The initial model selected to be applied to the system is YOLOv5s (hereafter, defined as ‘basic’). Hyperparameters set up for model learning are shown in
Table 2. Epoch, Batch size, Image size, and Learning rate are set to 300, 16, 640 × 640, and 0.01. The hyperparameter value is not changed to identify the tendency of the technique used in this study, and model training is conducted by applying the basic value. Afterwards, performance analysis according to changes in hyperparameters is conducted for further model optimization. The model learning environment is presented in
Table 3.
The initial model of the system refers to a model without any technique applied. Its mAP and inference time are approximately 95.3 and 1.6 ms, respectively. We set the initial model as a performance comparison criterion for future performance-enhanced models. We aimed to improve the performance using three performance enhancement techniques (structure modification, model scaling, and lightweight design) to find the optimized model for the system. In
Section 3, learning conditions and comparative analysis of results obtained by applying three techniques are presented. Conditions for each technique are set up directly, and the reason why there are various conditions is to analyze the tendency of the technique. The hyperparameters and hardware are equally used in the learning in each case.
4.1. Case Study
To improve the performance of the YOLOv5 model, we analyzed techniques on performance improvements as model and dataset modifications. A Conv block was added to the backbone in the YOLOv5s model. The model learning was conducted for four cases as shown in
Figure S1 and performance results were comparatively analyzed.
As shown in
Figure 14, the mAP and inference time of Cases 1 and 2 are approximately 95% and 0.9 ms, those of Case 3 were approximately 95% and 1.0 ms, and those of Case 4 were approximately 93.5% and 1.1 ms, respectively. In conclusion, Cases 1 and 2 had higher mAP and faster inference times than those of Cases 3 and 4 despite having fewer number of layers. This result verifies that the performance did not increase as the model’s depth increased, which is easily known in a deep learning model.
In model scaling, various values are applied to the models to find the optimized model for the proposed system. The model learning is conducted by applying seven cases of different model depths and widths, including the initial model of the system to compare the results.

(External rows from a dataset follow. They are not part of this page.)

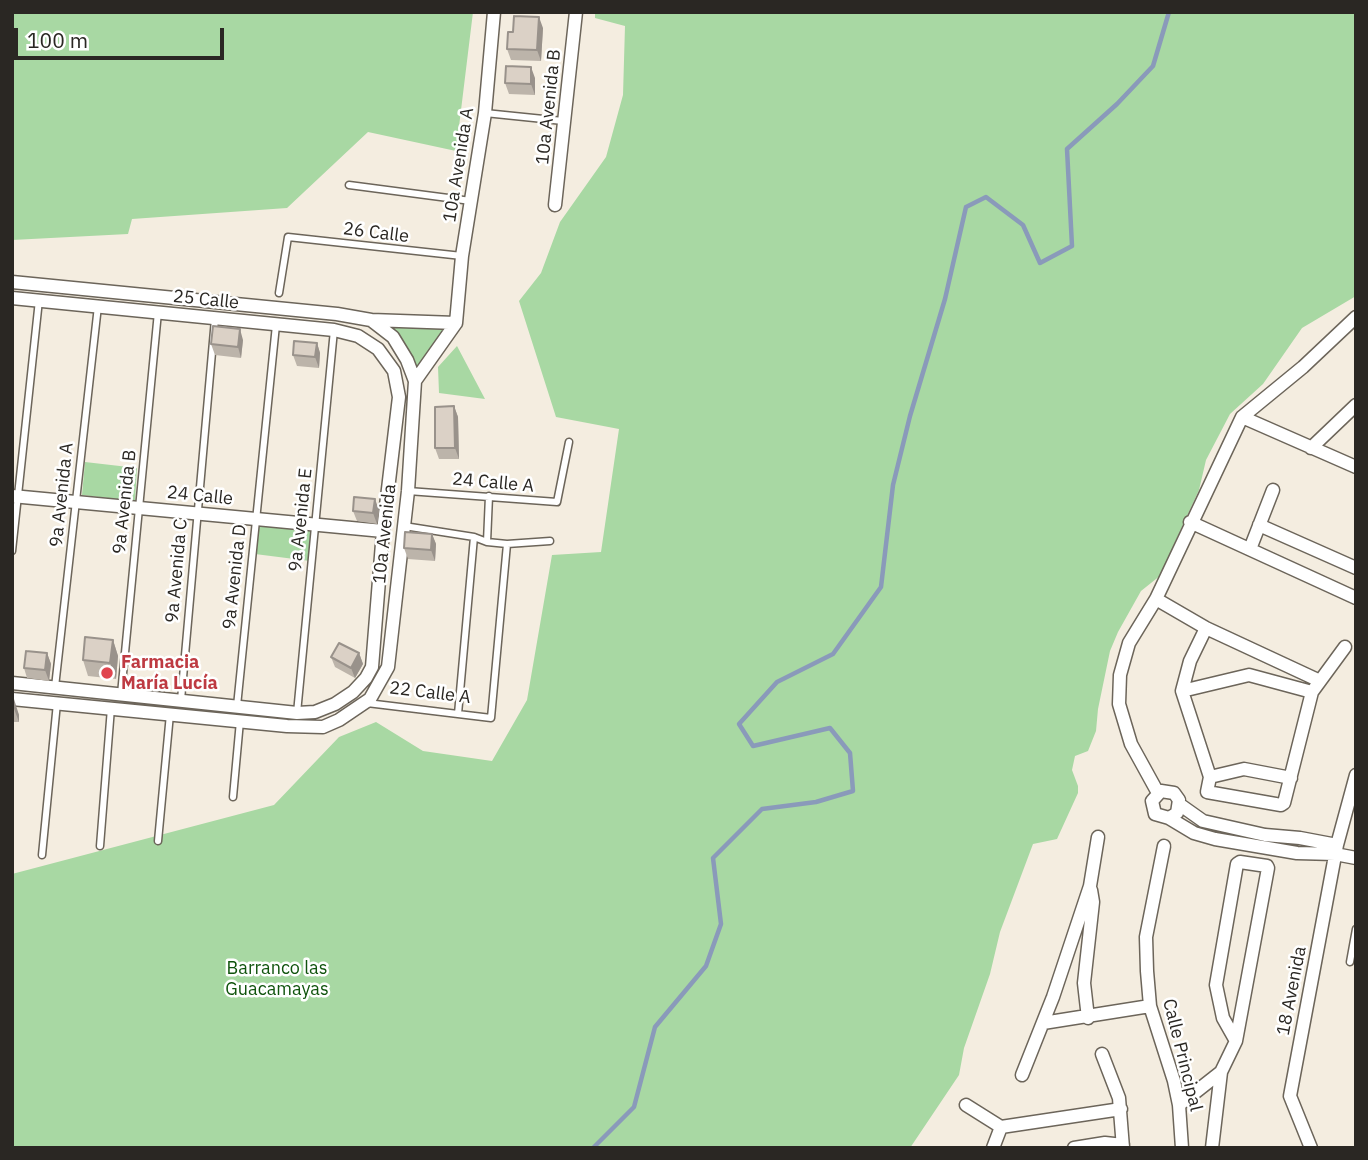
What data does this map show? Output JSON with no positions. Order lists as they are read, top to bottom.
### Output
{
  "streets": {
    "street": [
      "10a Avenida B",
      "10a Avenida A",
      "25 Calle",
      "24 Calle",
      "10a Avenida",
      "18 Avenida",
      "Calle Principal"
    ],
    "lane": [
      "26 Calle",
      "24 Calle A",
      "9a Avenida A",
      "9a Avenida B",
      "9a Avenida E",
      "9a Avenida C",
      "9a Avenida D",
      "22 Calle A"
    ]
  },
  "crossings": [
    ["10a Avenida A", "26 Calle"],
    ["10a Avenida A", "25 Calle"],
    ["25 Calle", "9a Avenida A"],
    ["25 Calle", "9a Avenida B"],
    ["25 Calle", "9a Avenida E"],
    ["25 Calle", "10a Avenida"],
    ["25 Calle", "9a Avenida C"],
    ["25 Calle", "9a Avenida D"],
    ["24 Calle A", "10a Avenida"],
    ["9a Avenida A", "24 Calle"],
    ["24 Calle", "9a Avenida B"],
    ["24 Calle", "9a Avenida E"],
    ["24 Calle", "10a Avenida"],
    ["24 Calle", "9a Avenida C"],
    ["24 Calle", "9a Avenida D"],
    ["10a Avenida", "22 Calle A"]
  ],
  "parks": ["Barranco las Guacamayas"],
  "places": ["Farmacia María Lucía"],
  "scale_bar": "100 m"
}
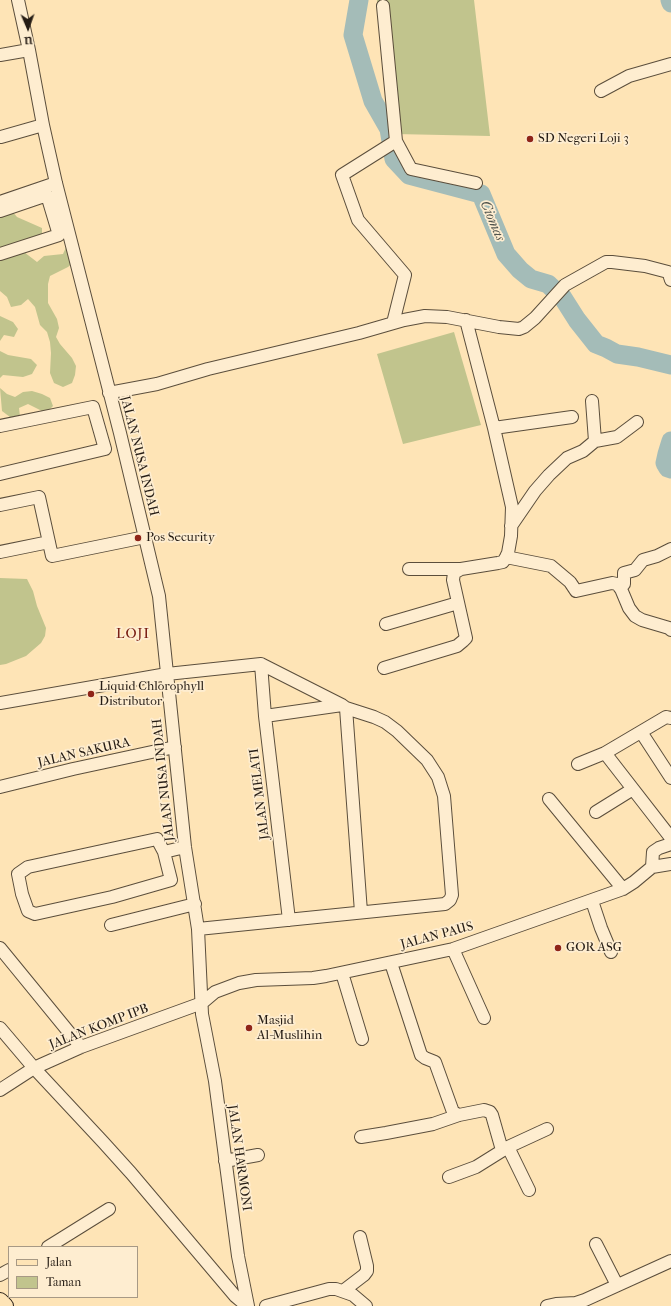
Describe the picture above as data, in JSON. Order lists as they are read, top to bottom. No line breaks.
{"streets":{"street":["JALAN NUSA INDAH","JALAN SAKURA","JALAN MELATI","JALAN PAUS","JALAN KOMP IPB","JALAN HARMONI"]},"crossings":[["JALAN NUSA INDAH","JALAN SAKURA"],["JALAN NUSA INDAH","JALAN PAUS"],["JALAN NUSA INDAH","JALAN KOMP IPB"],["JALAN NUSA INDAH","JALAN HARMONI"],["JALAN PAUS","JALAN KOMP IPB"],["JALAN PAUS","JALAN HARMONI"],["JALAN KOMP IPB","JALAN HARMONI"]],"districts":["LOJI"],"water":["Ciomas"],"places":["SD Negeri Loji 3","Pos Security","Liquid Chlorophyll Distributor","GOR ASG","Masjid Al-Muslihin"],"legend":["Jalan","Taman"],"north":"bottom"}
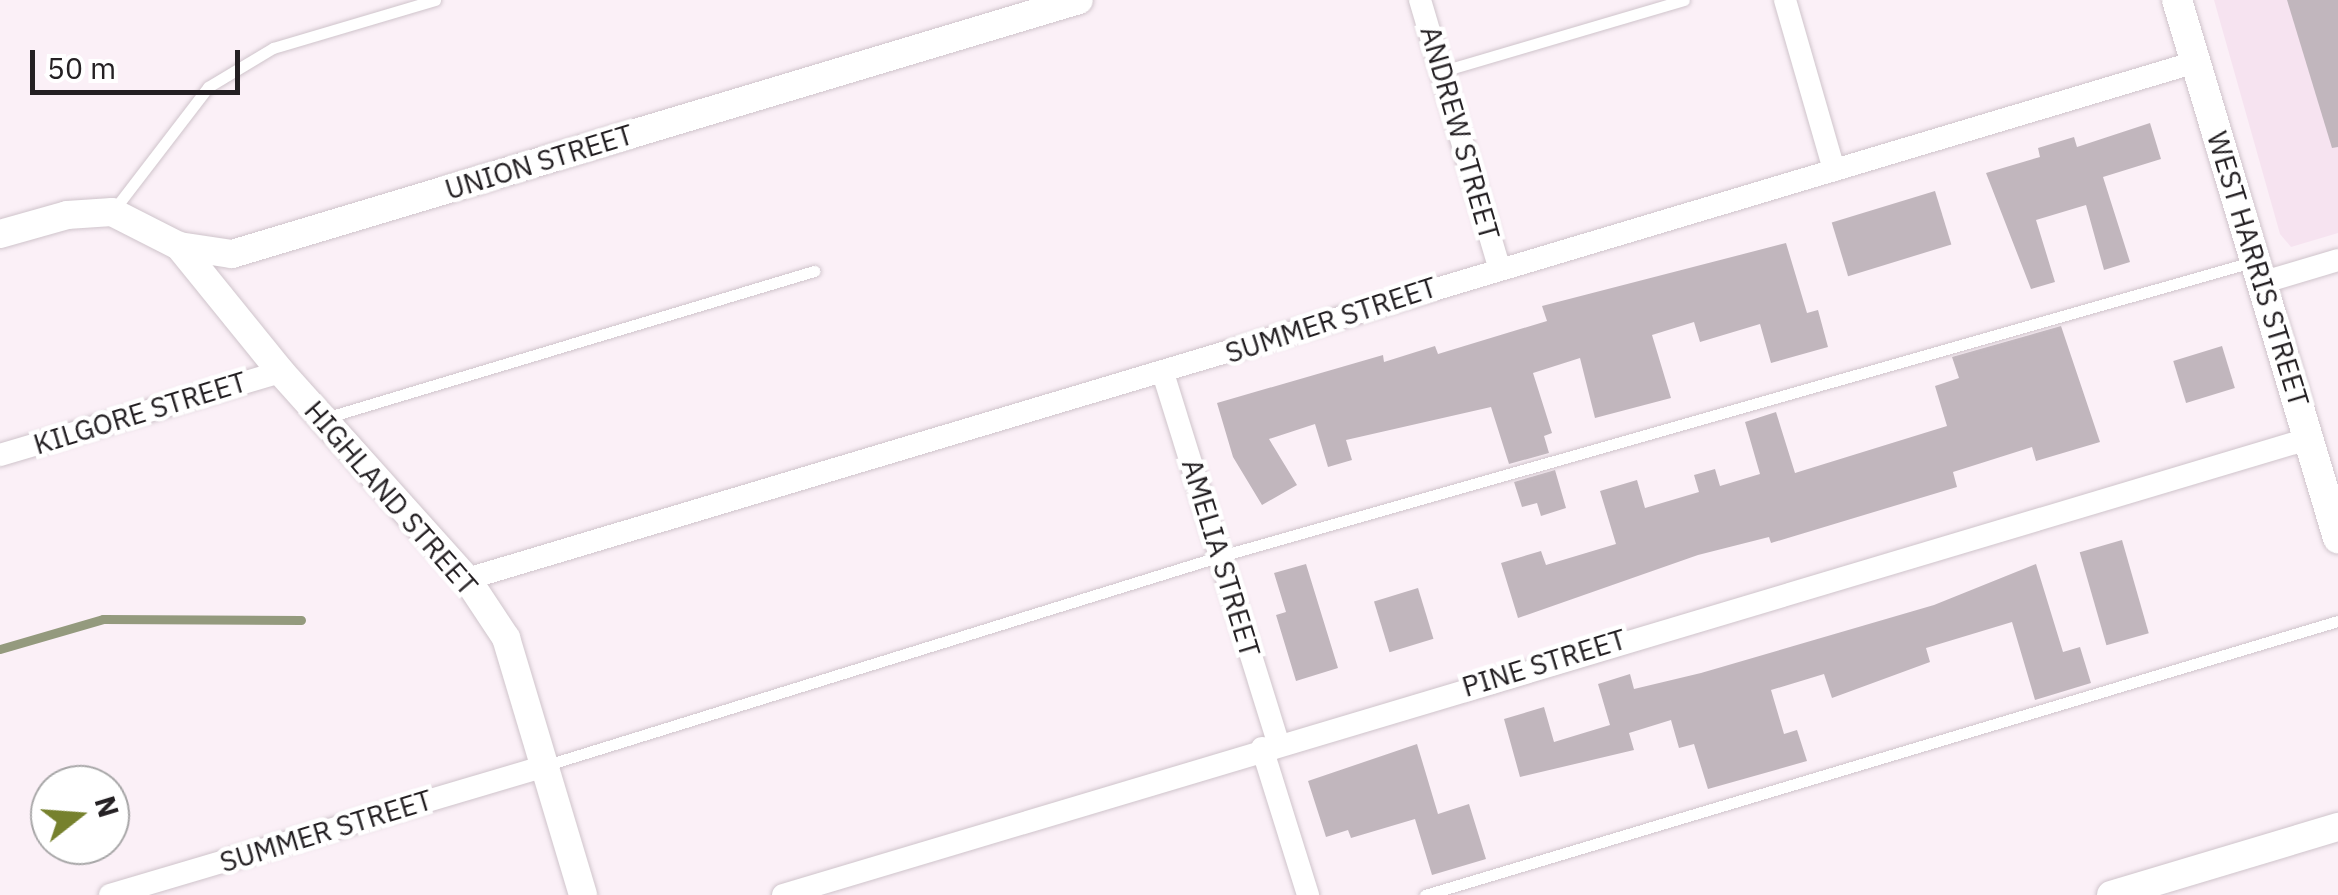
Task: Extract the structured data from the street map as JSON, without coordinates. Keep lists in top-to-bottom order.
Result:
{
  "streets": {
    "main road": ["WEST HARRIS STREET"],
    "street": [
      "ANDREW STREET",
      "UNION STREET",
      "SUMMER STREET",
      "KILGORE STREET",
      "HIGHLAND STREET",
      "AMELIA STREET",
      "PINE STREET"
    ]
  },
  "crossings": [
    ["ANDREW STREET", "SUMMER STREET"],
    ["UNION STREET", "HIGHLAND STREET"],
    ["WEST HARRIS STREET", "SUMMER STREET"],
    ["WEST HARRIS STREET", "PINE STREET"],
    ["SUMMER STREET", "HIGHLAND STREET"],
    ["SUMMER STREET", "AMELIA STREET"],
    ["KILGORE STREET", "HIGHLAND STREET"],
    ["AMELIA STREET", "PINE STREET"]
  ],
  "scale_bar": "50 m",
  "north": "right"
}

Table 4 summarizes the model scaling values of model depth and width, which are applied during model learning.
Figure 15 shows the graph summarizing mAP and inference time.
When a ratio of 0.67 and 1.00 for the model depth and width, respectively, was applied, the highest mAP value of approximately 95.6% was obtained; further, when a ratio of 0.67 and 0.25 was applied, mAP was the lowest at approximately 94.6%. In 6 cases, except for the initial model, when a ratio of 1.00 and 0.25 for the model depth and width, respectively, was applied, mAP and inference time were approximately 95.3% and 1.1 ms, respectively, which is the most suitable model for the system.
To analyze the trend of model performance that is revealed through the change in pruning value and find the suitable model, 4 cases of pruning values—10%, 30%, 50%, and 70%—were analyzed.
Figure 16 shows the graph summarizing the results of the four cases. When the pruning values were 10%, 30%, 50%, and 70%, mAP values were approximately 95%, 93.5%, 90.2%, and 0.0601%, and the inference times were 1.6, 1.6, 1.7, and 1.6 ms, respectively.
In conclusion, the performance tended to decrease as the lightweight value increased. Thus, the best performance was exhibited when the lightweight technique was set to 10%, which is the most suitable model for the system.
4.2. Analysis of Case Application Results
To find a suitable model for the defect detection system, three model improvement techniques were applied and their results were comparatively analyzed except for the initial model of the system.
In the case of structure modification, when one or two Conv blocks were added to the backbone, mAP was approximately 95% and the inference time was 0.9 ms, which was found to be the most suitable model for the system. In the case of model scaling, when a ratio of model depth and width (1.00 and 0.25) was applied, mAP was approximately 95.3% and the inference time was 1.1 ms, which was found to be the most suitable model. Finally, in the case of the lightweight technique, when 10% of the pruning value was applied, mAP was approximately 95% and the inference time was 1.6 ms, which was found to be the most suitable model for the system.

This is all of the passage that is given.